## EXERCISE
Scan the lines below for "Sanitaria" and copy the matches.

## DATA FOR ANALYSIS
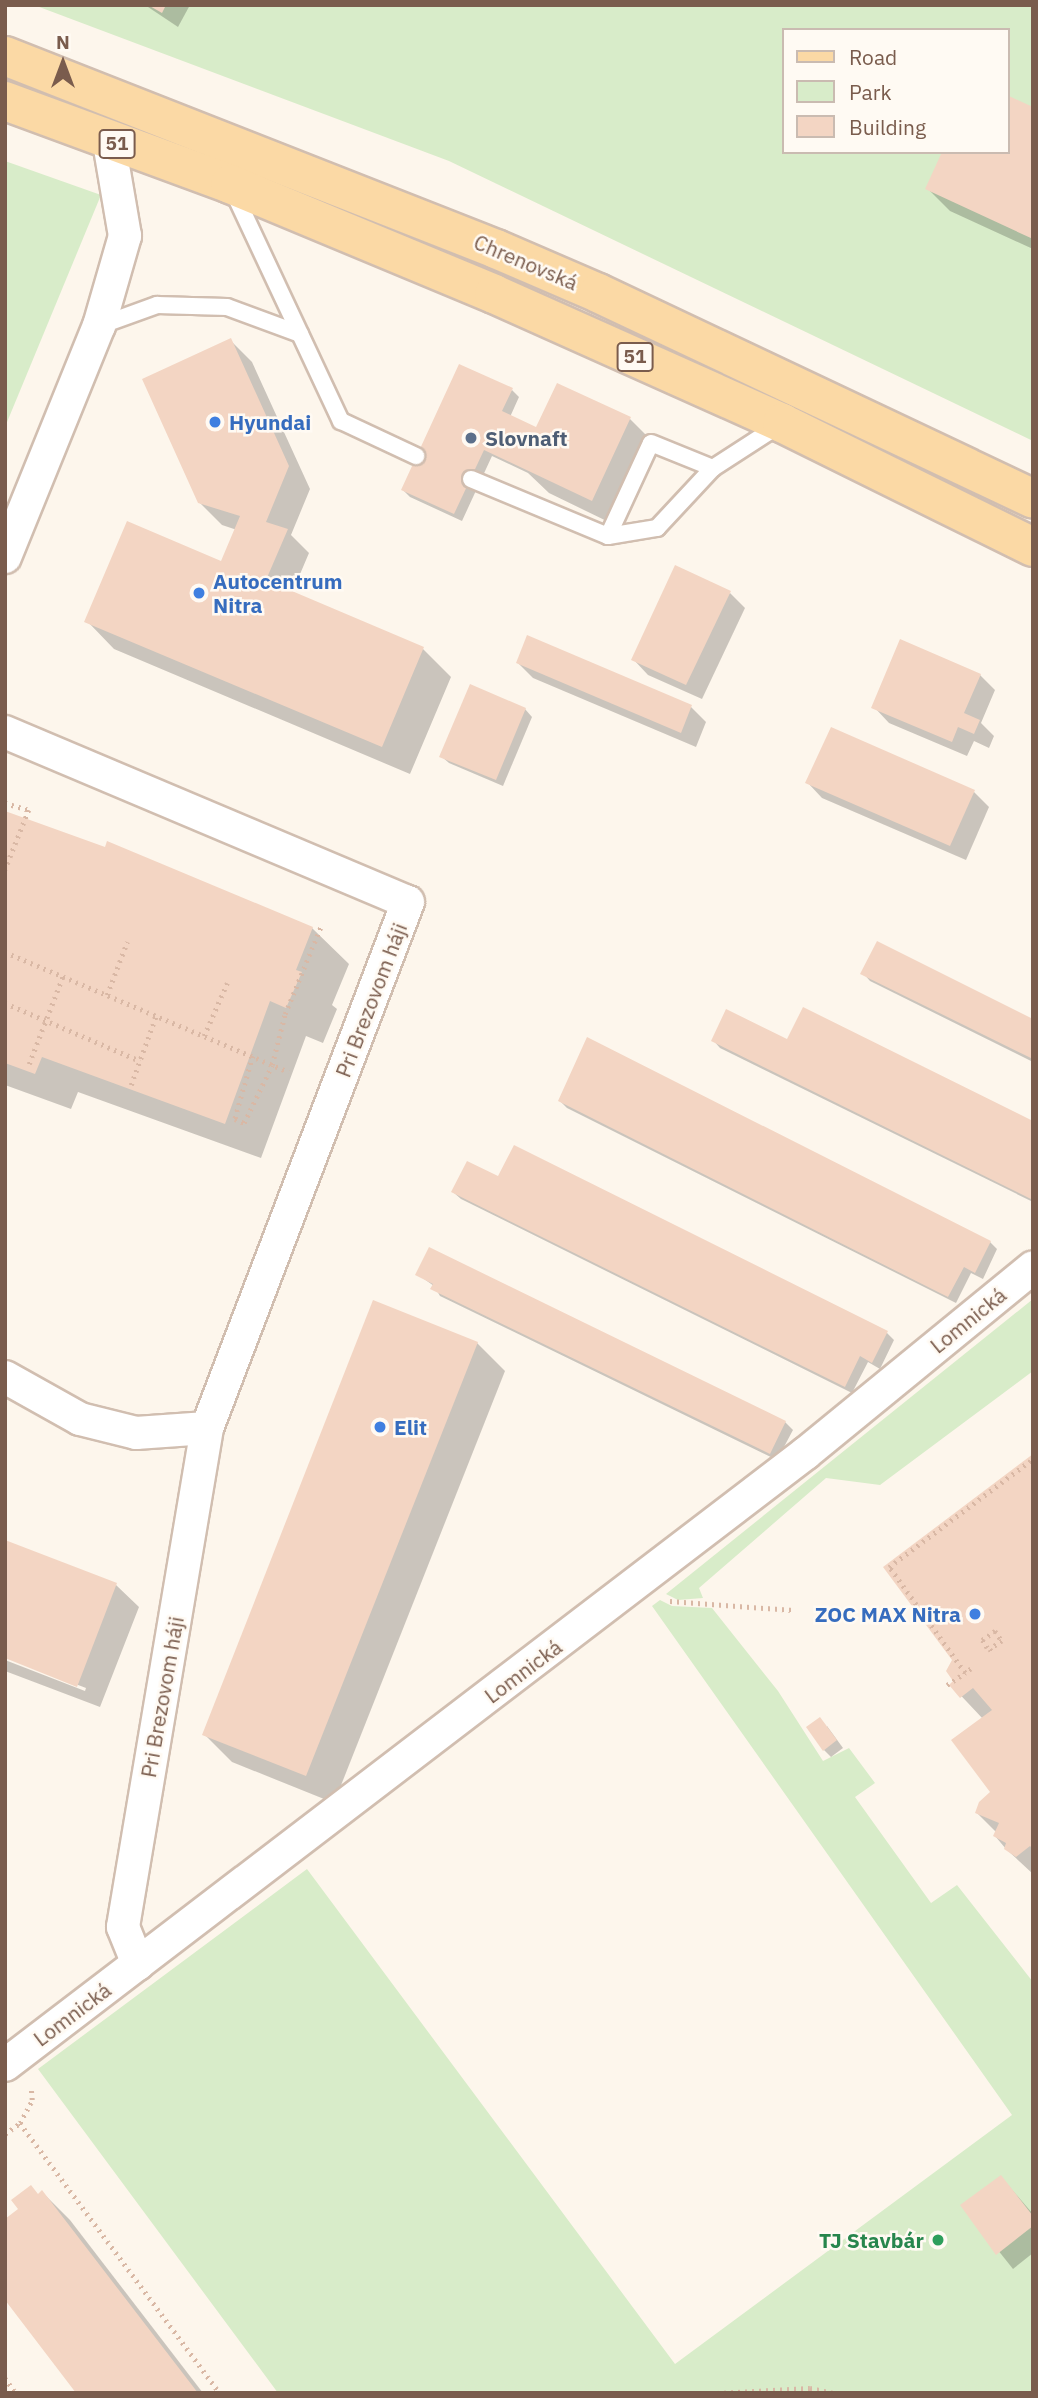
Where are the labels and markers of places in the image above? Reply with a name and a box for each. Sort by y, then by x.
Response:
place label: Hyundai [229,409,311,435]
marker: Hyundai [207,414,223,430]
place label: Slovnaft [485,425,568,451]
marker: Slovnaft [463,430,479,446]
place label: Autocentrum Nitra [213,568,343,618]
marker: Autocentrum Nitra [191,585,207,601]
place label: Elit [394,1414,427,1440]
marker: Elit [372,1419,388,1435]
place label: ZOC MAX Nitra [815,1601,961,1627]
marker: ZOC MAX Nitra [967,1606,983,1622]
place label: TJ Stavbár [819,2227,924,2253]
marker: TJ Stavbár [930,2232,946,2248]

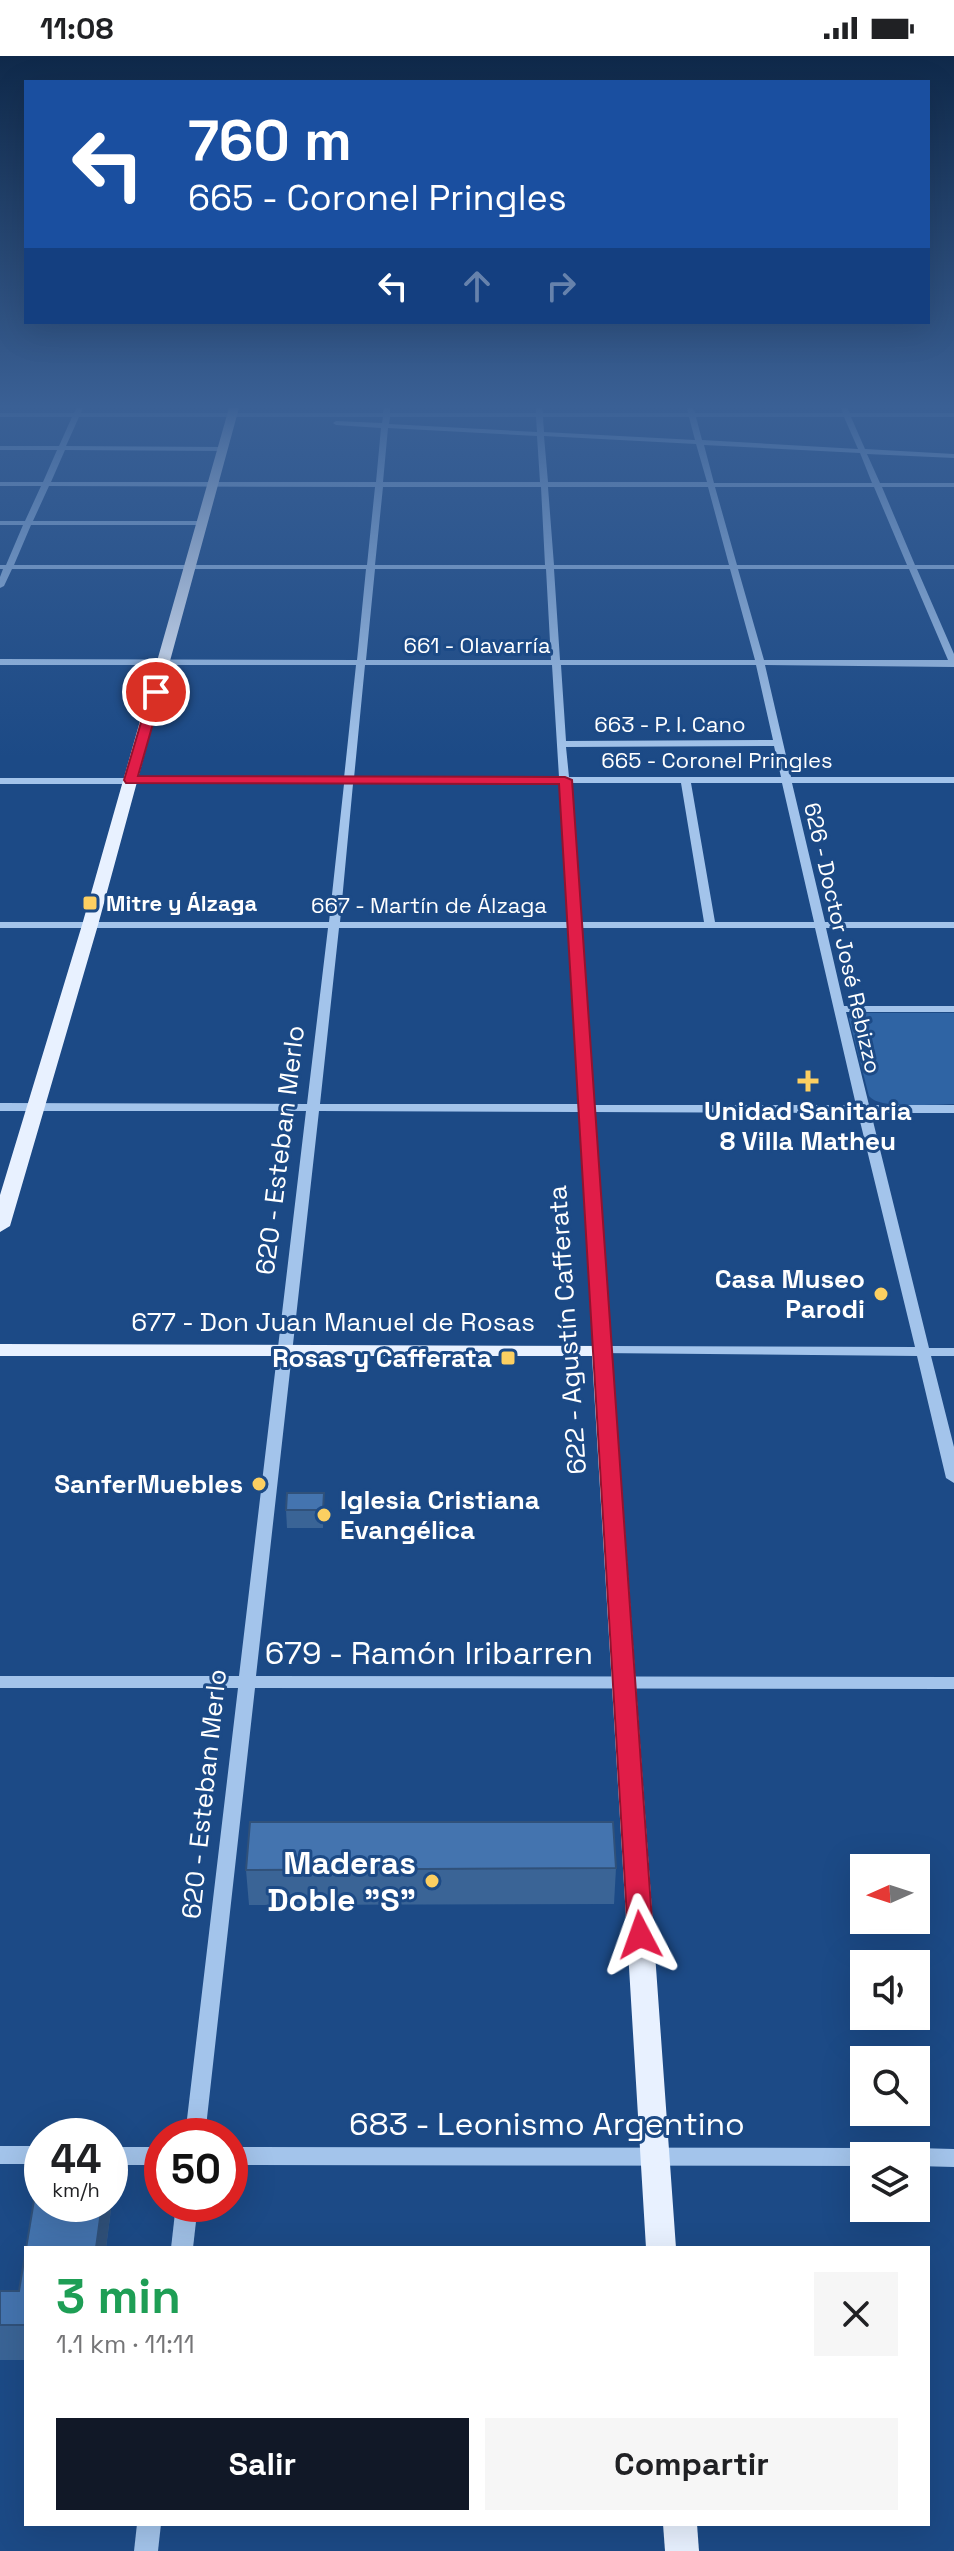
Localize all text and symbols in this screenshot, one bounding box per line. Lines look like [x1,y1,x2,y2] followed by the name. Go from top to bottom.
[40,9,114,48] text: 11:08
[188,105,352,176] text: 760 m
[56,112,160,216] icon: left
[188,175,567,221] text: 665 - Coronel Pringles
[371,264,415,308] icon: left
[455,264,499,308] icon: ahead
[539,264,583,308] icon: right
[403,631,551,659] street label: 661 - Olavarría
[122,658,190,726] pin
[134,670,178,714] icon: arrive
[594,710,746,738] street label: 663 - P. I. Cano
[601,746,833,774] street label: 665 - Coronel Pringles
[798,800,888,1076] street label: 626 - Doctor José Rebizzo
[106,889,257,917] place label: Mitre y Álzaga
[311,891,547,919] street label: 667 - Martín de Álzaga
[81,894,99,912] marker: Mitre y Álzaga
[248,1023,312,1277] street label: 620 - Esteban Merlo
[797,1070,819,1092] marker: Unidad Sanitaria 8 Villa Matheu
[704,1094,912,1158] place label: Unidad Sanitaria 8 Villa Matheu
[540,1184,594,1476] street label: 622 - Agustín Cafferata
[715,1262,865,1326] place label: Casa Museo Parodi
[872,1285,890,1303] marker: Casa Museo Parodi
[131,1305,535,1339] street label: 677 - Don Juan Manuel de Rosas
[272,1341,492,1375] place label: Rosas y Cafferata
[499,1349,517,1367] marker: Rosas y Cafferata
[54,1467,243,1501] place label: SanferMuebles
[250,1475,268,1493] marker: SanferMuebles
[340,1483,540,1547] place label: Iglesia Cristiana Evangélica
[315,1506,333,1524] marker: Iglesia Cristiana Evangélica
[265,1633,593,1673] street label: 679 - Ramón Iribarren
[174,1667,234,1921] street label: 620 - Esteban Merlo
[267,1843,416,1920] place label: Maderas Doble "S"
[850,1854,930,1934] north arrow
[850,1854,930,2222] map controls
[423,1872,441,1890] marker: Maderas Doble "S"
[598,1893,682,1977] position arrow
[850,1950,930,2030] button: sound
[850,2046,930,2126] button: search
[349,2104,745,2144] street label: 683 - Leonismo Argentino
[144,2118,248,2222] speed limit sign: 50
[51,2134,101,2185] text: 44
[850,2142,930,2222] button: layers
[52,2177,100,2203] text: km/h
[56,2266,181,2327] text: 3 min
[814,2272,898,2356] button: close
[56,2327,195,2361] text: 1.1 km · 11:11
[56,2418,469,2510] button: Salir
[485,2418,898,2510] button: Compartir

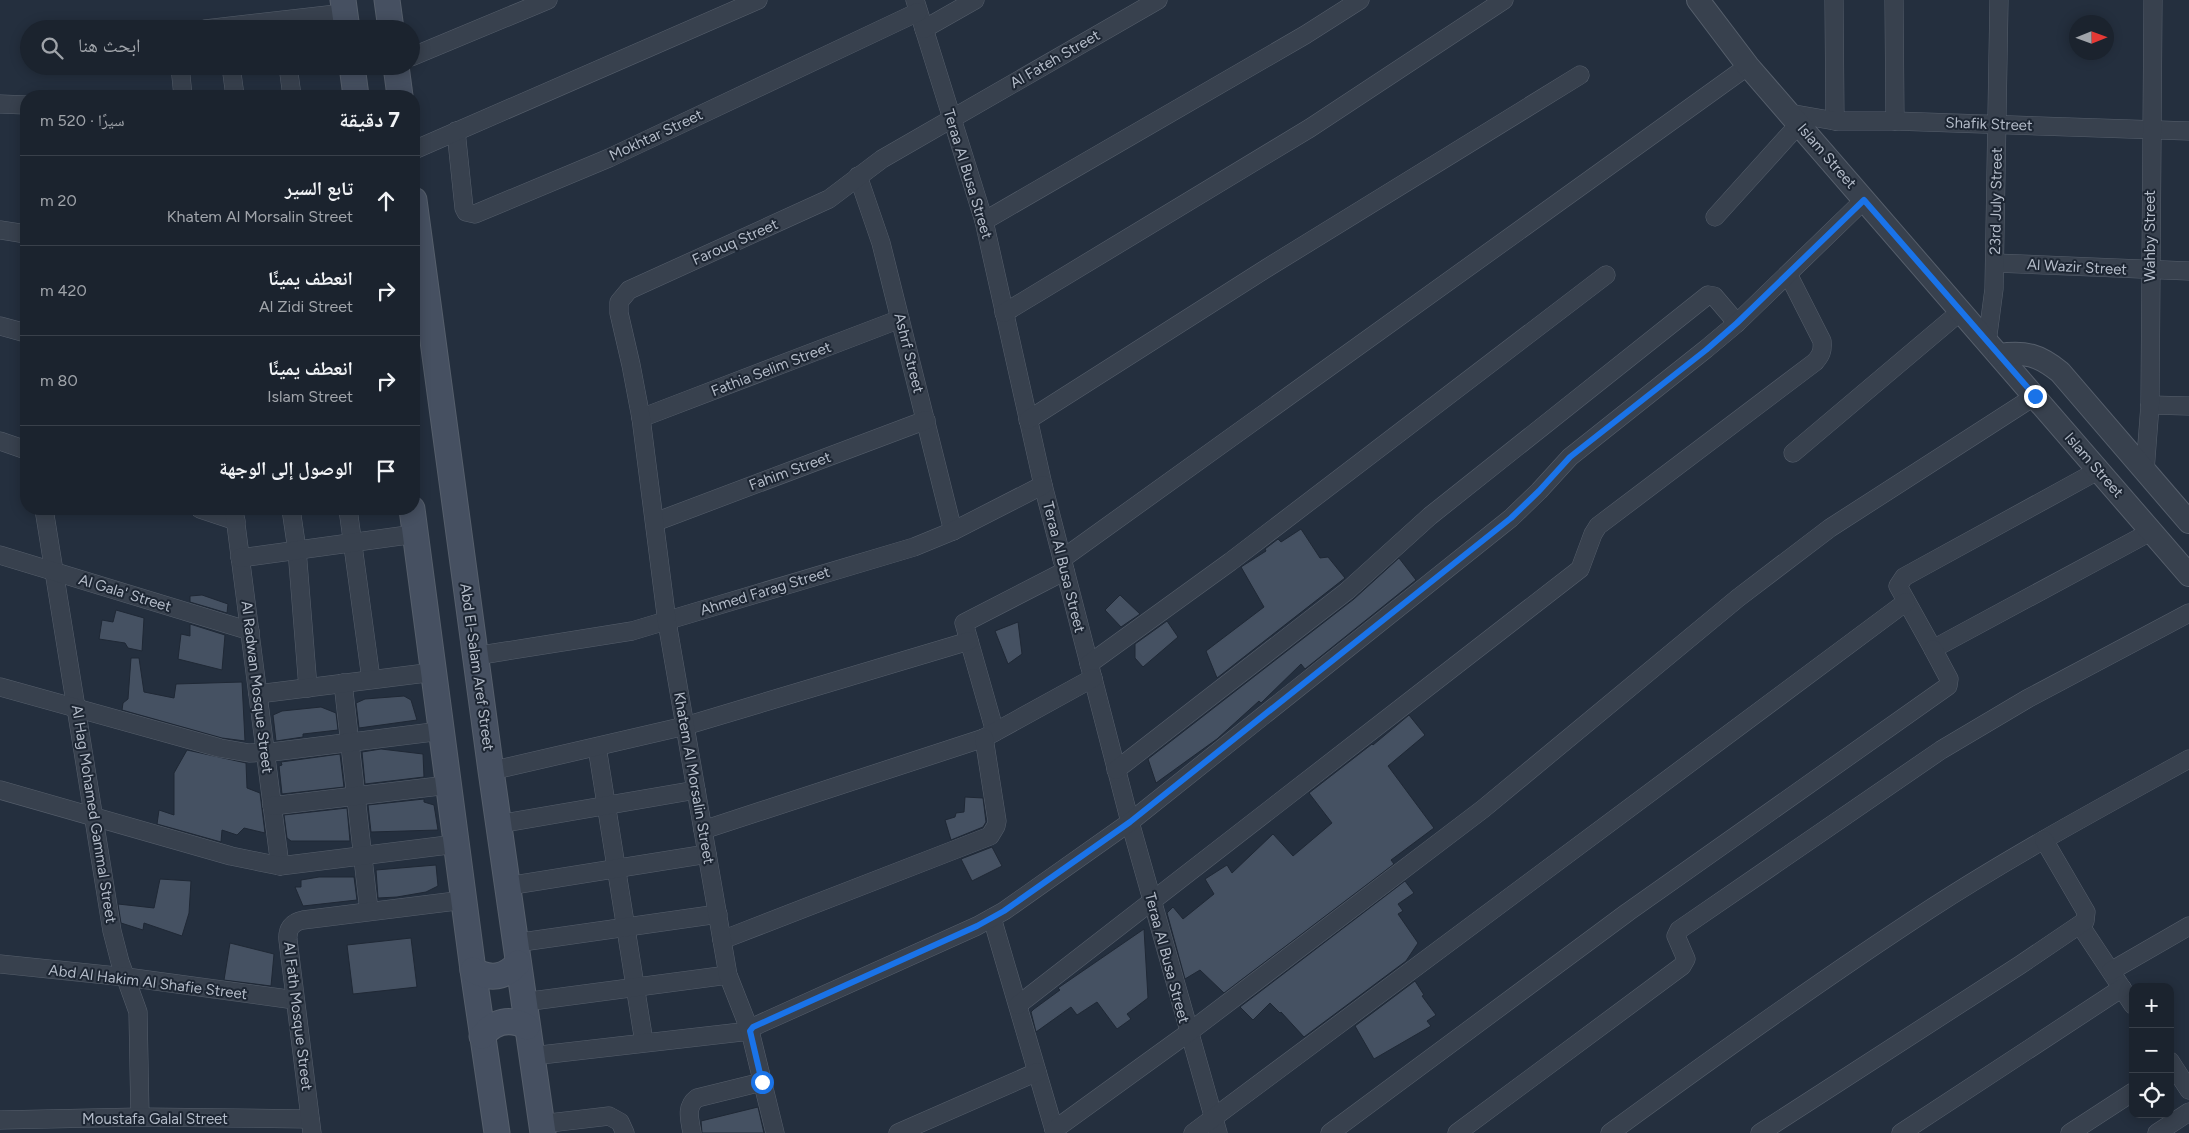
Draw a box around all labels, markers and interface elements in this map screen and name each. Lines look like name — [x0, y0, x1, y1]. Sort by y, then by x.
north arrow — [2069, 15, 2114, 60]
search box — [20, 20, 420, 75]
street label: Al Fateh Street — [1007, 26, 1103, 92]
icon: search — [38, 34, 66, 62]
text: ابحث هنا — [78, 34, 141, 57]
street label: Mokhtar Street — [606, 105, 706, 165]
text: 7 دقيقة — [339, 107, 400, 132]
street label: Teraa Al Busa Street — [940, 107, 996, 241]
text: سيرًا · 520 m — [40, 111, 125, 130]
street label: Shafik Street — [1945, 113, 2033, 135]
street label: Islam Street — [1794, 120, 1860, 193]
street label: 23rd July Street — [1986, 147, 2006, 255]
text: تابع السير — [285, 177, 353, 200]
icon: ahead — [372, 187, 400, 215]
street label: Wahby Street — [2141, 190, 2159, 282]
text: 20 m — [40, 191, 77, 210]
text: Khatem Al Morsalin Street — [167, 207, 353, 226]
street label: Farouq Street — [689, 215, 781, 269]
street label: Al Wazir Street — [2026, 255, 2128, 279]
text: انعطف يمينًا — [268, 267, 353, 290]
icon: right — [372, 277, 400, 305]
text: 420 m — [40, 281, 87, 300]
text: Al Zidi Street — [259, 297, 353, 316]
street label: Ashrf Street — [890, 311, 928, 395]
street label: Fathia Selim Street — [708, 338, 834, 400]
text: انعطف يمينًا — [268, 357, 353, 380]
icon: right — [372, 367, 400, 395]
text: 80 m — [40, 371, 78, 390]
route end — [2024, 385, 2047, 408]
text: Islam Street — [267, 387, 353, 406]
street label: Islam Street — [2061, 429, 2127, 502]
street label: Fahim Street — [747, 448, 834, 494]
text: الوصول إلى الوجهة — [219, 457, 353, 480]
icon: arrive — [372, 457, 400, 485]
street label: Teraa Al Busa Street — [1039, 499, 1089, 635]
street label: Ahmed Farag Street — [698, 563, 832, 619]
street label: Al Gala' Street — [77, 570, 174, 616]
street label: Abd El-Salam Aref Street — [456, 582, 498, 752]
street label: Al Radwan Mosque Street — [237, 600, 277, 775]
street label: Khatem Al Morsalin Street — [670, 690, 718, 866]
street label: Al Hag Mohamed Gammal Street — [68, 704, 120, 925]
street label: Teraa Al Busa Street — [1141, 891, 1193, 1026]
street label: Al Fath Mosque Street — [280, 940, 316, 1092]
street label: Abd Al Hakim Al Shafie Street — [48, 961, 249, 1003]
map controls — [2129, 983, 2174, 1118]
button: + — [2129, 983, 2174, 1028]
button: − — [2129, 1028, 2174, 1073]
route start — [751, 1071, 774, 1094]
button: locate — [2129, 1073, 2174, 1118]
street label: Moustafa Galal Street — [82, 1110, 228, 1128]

## OUTPUT FOR THIS TASK
[797,1070,819,1092] marker: Unidad Sanitaria 8 Villa Matheu
[704,1094,912,1158] place label: Unidad Sanitaria 8 Villa Matheu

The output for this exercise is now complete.